Using the data below, return the stretch from the line that contains "Quick job: Describe" through the line that contains "Instruction: Read the", both included, exactly as it stands and nothing beyond it.

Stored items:
"""
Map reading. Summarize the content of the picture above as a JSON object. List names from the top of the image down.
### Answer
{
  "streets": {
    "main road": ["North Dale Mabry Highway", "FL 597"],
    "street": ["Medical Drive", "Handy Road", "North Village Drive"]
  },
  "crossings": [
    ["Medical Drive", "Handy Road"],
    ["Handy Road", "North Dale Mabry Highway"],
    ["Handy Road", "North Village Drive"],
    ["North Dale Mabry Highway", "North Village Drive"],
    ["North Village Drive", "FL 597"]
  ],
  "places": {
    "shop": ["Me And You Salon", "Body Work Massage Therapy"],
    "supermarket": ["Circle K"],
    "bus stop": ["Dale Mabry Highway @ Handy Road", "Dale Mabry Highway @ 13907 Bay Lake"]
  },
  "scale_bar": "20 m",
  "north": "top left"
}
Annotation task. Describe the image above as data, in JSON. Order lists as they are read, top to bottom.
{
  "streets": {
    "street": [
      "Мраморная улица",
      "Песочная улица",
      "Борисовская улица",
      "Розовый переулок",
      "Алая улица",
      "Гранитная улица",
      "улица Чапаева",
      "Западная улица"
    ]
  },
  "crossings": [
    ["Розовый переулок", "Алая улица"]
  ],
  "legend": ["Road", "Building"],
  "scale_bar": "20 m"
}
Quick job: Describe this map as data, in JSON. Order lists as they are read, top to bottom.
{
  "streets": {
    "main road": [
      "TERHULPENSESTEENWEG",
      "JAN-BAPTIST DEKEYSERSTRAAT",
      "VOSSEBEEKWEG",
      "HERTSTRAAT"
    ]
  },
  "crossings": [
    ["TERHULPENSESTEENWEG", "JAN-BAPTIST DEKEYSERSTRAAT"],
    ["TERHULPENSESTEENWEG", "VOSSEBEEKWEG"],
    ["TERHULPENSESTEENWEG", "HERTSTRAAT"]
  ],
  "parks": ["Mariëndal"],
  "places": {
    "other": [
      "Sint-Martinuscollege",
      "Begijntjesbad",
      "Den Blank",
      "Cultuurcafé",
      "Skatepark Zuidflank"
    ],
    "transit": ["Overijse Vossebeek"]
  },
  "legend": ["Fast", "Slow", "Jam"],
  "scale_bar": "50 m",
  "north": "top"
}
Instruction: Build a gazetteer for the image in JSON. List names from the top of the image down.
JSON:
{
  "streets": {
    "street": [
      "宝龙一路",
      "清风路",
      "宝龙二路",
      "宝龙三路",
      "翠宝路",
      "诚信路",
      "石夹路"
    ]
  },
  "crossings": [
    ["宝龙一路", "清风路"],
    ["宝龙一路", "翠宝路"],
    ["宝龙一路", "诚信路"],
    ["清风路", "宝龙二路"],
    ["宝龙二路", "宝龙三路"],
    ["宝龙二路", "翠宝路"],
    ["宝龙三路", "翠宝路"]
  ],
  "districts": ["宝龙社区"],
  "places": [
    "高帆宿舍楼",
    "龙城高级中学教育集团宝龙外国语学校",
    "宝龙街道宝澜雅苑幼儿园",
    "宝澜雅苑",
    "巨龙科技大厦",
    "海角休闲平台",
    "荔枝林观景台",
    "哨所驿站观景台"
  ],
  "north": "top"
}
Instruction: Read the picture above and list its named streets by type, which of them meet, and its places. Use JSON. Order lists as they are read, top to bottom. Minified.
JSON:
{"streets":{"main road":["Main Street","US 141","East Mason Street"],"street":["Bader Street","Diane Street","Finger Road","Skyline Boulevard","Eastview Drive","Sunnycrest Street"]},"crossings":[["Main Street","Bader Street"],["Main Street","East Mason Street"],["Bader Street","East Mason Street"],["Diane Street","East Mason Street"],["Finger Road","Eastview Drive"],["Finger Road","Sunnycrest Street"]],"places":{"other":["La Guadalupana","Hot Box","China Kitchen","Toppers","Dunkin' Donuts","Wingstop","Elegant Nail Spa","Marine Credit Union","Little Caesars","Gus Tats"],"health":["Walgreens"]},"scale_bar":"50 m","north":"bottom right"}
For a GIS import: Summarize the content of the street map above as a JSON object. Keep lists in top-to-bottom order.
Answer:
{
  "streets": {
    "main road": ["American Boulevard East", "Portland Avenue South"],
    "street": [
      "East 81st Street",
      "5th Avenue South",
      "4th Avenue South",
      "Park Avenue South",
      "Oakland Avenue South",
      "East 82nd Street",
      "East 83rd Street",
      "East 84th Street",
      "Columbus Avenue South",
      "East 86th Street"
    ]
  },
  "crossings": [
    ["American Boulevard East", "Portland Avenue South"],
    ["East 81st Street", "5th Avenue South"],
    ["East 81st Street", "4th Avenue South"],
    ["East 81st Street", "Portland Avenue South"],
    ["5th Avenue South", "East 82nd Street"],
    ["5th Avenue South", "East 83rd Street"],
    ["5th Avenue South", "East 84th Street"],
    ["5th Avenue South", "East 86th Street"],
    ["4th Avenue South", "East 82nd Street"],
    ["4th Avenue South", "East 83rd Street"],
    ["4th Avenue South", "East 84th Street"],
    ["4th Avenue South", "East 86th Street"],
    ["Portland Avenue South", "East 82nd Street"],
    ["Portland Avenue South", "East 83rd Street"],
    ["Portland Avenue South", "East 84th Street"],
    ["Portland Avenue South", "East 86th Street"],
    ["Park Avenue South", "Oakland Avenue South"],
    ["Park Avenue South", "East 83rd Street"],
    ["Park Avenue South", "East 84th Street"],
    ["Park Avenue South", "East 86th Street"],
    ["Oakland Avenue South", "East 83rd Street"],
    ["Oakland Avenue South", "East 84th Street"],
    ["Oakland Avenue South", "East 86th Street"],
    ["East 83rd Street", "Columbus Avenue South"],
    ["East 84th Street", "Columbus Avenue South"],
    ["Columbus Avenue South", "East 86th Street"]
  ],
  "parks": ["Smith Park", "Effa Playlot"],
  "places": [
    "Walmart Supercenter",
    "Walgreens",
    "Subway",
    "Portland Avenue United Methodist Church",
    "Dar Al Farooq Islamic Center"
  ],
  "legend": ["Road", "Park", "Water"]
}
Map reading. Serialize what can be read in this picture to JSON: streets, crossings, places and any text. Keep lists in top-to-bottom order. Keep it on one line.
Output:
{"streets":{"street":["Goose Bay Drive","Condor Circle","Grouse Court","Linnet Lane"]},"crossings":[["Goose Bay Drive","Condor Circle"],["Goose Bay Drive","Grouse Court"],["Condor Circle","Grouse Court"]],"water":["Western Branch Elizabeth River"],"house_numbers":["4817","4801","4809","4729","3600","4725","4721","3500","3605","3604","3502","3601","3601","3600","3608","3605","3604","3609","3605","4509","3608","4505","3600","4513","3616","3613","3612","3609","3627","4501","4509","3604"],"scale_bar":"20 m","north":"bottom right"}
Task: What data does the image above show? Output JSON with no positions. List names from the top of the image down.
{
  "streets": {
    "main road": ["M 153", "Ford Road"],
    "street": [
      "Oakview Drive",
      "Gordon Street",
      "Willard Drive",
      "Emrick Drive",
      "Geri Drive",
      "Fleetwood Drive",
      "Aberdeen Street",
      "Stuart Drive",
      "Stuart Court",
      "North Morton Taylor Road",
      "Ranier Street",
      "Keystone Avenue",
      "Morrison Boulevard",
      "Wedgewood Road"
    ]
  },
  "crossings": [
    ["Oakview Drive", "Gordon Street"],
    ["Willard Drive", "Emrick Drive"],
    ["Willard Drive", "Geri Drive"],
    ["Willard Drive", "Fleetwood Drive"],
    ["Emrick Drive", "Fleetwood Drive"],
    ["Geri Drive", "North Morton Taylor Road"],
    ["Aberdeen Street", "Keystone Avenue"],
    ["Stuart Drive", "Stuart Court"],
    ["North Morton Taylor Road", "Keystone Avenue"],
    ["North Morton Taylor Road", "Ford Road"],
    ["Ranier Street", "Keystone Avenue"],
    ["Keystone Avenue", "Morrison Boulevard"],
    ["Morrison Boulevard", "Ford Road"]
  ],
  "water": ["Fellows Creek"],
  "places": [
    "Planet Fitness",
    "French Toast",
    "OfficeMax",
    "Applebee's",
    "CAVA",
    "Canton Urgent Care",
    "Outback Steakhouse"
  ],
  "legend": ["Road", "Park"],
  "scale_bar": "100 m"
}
"""
RESPONSE BOX:
Quick job: Describe this map as data, in JSON. Order lists as they are read, top to bottom.
{
  "streets": {
    "main road": [
      "TERHULPENSESTEENWEG",
      "JAN-BAPTIST DEKEYSERSTRAAT",
      "VOSSEBEEKWEG",
      "HERTSTRAAT"
    ]
  },
  "crossings": [
    ["TERHULPENSESTEENWEG", "JAN-BAPTIST DEKEYSERSTRAAT"],
    ["TERHULPENSESTEENWEG", "VOSSEBEEKWEG"],
    ["TERHULPENSESTEENWEG", "HERTSTRAAT"]
  ],
  "parks": ["Mariëndal"],
  "places": {
    "other": [
      "Sint-Martinuscollege",
      "Begijntjesbad",
      "Den Blank",
      "Cultuurcafé",
      "Skatepark Zuidflank"
    ],
    "transit": ["Overijse Vossebeek"]
  },
  "legend": ["Fast", "Slow", "Jam"],
  "scale_bar": "50 m",
  "north": "top"
}
Instruction: Build a gazetteer for the image in JSON. List names from the top of the image down.
JSON:
{
  "streets": {
    "street": [
      "宝龙一路",
      "清风路",
      "宝龙二路",
      "宝龙三路",
      "翠宝路",
      "诚信路",
      "石夹路"
    ]
  },
  "crossings": [
    ["宝龙一路", "清风路"],
    ["宝龙一路", "翠宝路"],
    ["宝龙一路", "诚信路"],
    ["清风路", "宝龙二路"],
    ["宝龙二路", "宝龙三路"],
    ["宝龙二路", "翠宝路"],
    ["宝龙三路", "翠宝路"]
  ],
  "districts": ["宝龙社区"],
  "places": [
    "高帆宿舍楼",
    "龙城高级中学教育集团宝龙外国语学校",
    "宝龙街道宝澜雅苑幼儿园",
    "宝澜雅苑",
    "巨龙科技大厦",
    "海角休闲平台",
    "荔枝林观景台",
    "哨所驿站观景台"
  ],
  "north": "top"
}
Instruction: Read the picture above and list its named streets by type, which of them meet, and its places. Use JSON. Order lists as they are read, top to bottom. Minified.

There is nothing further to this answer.